# The records:
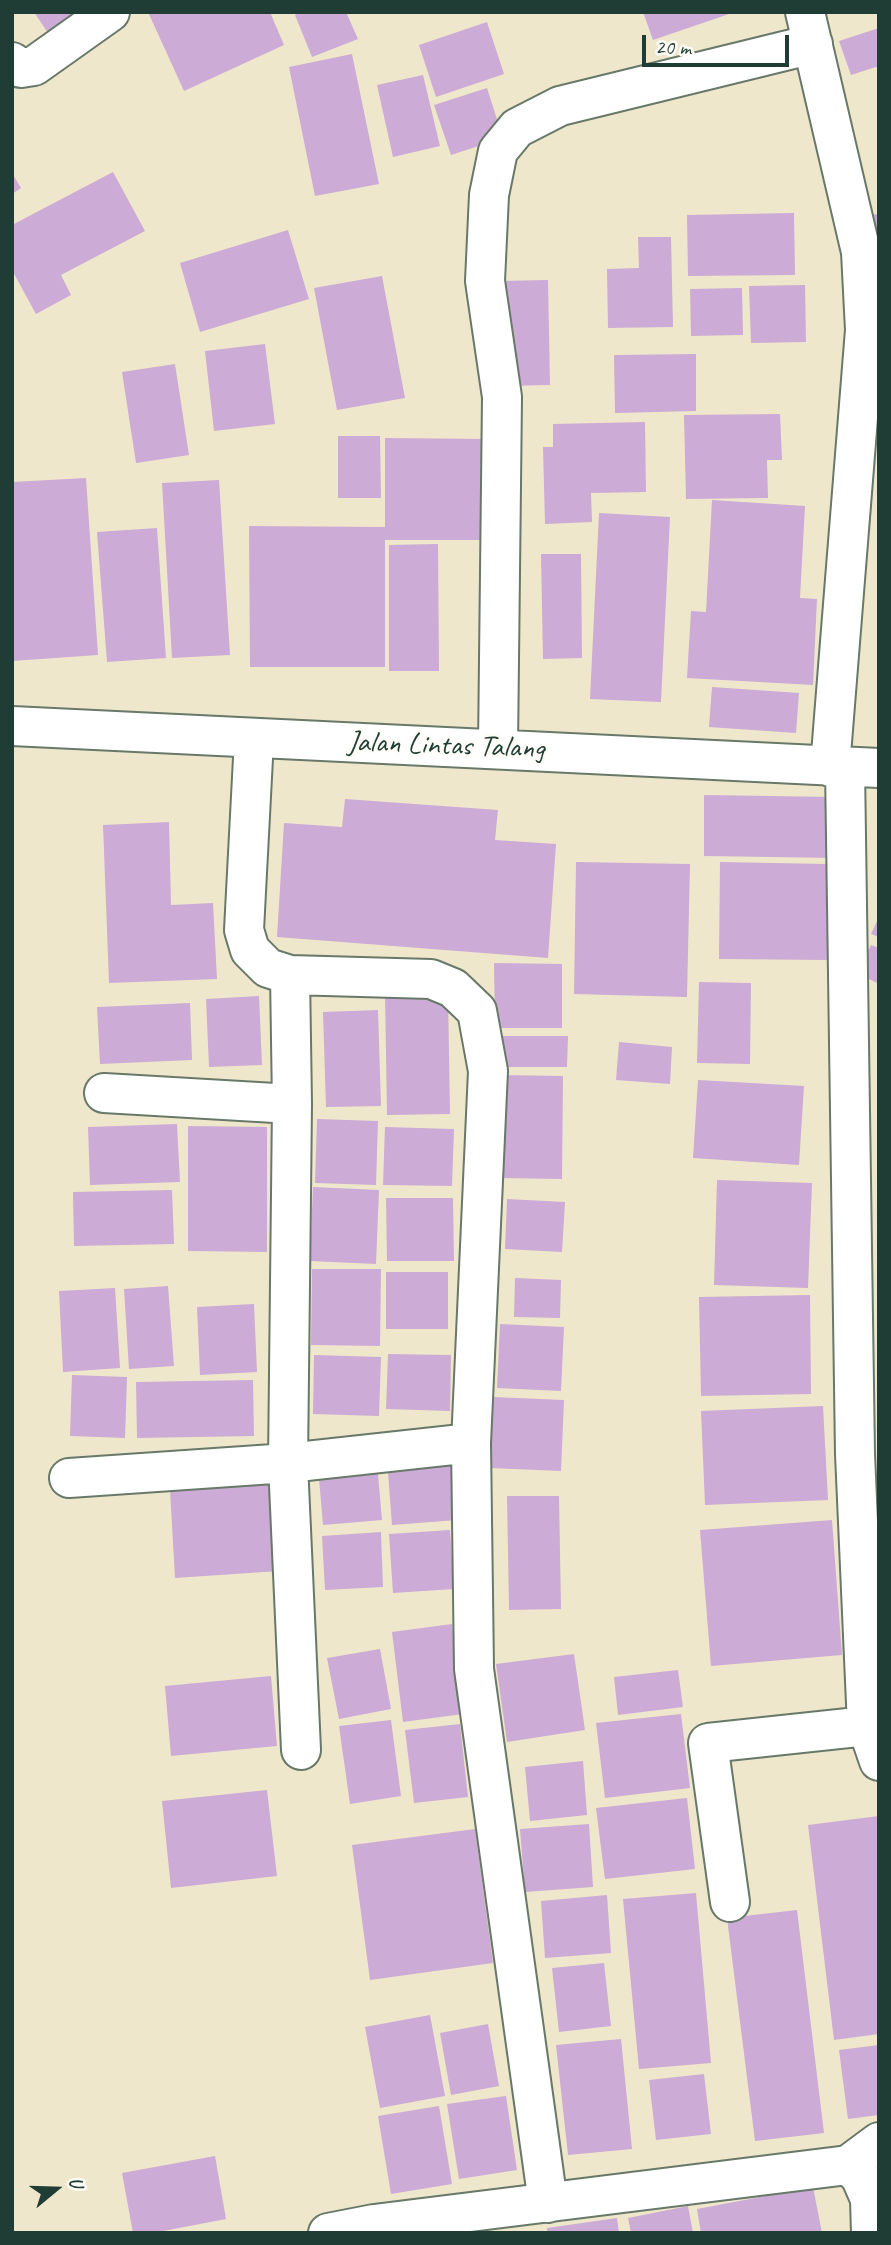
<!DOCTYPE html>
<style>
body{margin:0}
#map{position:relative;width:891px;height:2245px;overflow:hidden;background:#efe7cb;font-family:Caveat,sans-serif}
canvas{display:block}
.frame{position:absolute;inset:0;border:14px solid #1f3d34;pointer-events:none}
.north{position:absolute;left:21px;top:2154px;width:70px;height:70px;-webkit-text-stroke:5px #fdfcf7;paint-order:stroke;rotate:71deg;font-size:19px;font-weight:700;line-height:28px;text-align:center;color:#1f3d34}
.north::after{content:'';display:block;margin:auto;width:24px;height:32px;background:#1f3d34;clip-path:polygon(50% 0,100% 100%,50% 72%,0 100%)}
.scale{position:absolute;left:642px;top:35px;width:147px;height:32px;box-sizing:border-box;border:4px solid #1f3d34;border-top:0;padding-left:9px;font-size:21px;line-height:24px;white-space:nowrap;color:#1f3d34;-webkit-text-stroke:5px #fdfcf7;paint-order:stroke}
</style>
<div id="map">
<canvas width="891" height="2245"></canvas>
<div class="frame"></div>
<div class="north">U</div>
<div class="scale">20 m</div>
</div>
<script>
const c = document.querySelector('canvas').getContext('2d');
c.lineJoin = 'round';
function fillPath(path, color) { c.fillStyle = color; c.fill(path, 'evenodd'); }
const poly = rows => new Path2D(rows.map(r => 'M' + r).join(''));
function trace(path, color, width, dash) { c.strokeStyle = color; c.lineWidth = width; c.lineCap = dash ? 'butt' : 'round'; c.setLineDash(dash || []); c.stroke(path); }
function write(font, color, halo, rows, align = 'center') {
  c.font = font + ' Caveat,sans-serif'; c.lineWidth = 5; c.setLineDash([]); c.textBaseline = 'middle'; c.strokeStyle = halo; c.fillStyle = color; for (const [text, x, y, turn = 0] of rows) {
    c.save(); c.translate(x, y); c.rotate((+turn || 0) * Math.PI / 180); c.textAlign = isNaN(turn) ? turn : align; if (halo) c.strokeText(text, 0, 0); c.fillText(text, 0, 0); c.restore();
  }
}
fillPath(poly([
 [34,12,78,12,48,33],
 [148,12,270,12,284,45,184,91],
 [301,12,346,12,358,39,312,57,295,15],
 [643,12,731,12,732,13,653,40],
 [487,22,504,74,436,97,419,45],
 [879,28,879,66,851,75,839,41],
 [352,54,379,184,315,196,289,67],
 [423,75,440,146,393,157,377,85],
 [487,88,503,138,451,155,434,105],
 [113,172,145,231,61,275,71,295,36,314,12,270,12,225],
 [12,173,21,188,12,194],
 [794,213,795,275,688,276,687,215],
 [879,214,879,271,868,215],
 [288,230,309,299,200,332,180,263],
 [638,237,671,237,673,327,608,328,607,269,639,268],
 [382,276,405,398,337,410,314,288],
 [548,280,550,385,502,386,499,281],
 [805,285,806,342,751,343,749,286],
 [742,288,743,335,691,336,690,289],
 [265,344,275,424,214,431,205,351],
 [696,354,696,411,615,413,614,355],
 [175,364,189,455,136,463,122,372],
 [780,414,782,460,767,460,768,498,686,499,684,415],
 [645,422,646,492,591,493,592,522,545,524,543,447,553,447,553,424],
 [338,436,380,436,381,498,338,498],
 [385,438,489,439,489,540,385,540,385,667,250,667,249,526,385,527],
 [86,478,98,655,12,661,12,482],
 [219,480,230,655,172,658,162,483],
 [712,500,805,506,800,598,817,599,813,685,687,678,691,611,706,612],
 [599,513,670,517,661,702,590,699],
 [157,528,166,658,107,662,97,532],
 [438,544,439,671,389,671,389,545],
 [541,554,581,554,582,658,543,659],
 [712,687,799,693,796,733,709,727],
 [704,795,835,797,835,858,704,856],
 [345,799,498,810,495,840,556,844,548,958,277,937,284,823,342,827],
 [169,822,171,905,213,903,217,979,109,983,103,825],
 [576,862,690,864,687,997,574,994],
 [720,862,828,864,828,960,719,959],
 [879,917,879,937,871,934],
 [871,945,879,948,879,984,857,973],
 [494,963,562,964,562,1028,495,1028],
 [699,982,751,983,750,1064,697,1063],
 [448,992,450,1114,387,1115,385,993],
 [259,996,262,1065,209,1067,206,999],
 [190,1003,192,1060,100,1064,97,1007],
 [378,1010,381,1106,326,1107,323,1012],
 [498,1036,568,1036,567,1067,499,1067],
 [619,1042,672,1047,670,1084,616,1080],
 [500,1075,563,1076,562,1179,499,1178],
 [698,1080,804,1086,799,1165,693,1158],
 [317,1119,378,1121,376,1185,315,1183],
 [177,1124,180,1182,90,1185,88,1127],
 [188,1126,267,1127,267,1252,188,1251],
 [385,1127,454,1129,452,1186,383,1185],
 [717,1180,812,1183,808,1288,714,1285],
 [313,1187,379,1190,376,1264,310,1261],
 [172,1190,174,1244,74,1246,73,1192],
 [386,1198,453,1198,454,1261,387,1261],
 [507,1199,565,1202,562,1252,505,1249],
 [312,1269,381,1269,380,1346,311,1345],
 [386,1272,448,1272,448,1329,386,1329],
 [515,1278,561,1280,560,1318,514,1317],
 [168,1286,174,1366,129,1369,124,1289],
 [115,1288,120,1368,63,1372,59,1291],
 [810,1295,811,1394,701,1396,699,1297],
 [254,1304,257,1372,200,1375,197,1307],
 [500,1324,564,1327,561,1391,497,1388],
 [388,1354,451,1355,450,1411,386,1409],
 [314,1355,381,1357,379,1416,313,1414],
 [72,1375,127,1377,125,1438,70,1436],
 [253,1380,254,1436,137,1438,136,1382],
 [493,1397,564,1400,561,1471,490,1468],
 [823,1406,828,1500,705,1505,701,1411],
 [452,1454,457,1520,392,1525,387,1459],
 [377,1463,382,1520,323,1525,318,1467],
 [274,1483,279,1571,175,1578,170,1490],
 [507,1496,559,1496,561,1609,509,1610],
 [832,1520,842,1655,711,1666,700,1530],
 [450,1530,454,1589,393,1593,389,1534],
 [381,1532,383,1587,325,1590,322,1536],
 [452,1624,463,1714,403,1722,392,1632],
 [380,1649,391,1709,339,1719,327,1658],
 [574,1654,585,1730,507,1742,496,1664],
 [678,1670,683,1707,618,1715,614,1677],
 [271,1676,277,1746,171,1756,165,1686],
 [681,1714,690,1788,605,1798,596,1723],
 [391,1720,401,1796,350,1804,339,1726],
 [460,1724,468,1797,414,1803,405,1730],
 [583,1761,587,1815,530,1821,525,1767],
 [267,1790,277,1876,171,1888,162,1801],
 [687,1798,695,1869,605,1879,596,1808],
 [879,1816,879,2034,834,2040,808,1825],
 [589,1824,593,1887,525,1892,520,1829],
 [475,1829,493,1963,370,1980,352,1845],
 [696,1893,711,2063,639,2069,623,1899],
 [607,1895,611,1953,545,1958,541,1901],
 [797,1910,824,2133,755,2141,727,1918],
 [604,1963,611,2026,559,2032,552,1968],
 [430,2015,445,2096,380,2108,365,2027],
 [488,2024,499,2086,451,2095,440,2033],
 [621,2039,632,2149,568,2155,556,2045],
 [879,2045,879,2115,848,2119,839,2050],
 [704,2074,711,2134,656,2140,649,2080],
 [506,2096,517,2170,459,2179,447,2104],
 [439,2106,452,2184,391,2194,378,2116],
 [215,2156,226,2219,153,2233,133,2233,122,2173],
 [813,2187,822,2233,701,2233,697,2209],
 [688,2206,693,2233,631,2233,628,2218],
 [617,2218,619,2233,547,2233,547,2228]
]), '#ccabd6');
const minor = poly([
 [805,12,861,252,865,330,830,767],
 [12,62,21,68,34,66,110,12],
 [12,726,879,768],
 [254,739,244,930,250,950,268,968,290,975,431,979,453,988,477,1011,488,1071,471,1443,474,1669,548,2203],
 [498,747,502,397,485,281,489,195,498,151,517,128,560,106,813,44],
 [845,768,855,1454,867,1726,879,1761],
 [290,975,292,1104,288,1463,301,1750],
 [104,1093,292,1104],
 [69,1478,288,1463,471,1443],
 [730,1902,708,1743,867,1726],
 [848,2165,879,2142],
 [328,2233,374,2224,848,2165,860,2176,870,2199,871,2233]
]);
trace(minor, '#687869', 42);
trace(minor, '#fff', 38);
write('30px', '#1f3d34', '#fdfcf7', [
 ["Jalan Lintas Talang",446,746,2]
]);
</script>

# Your goal:
Only lines that include "canvas" belong in the answer; return them from the entries above.

# Result below:
canvas{display:block}
<canvas width="891" height="2245"></canvas>
const c = document.querySelector('canvas').getContext('2d');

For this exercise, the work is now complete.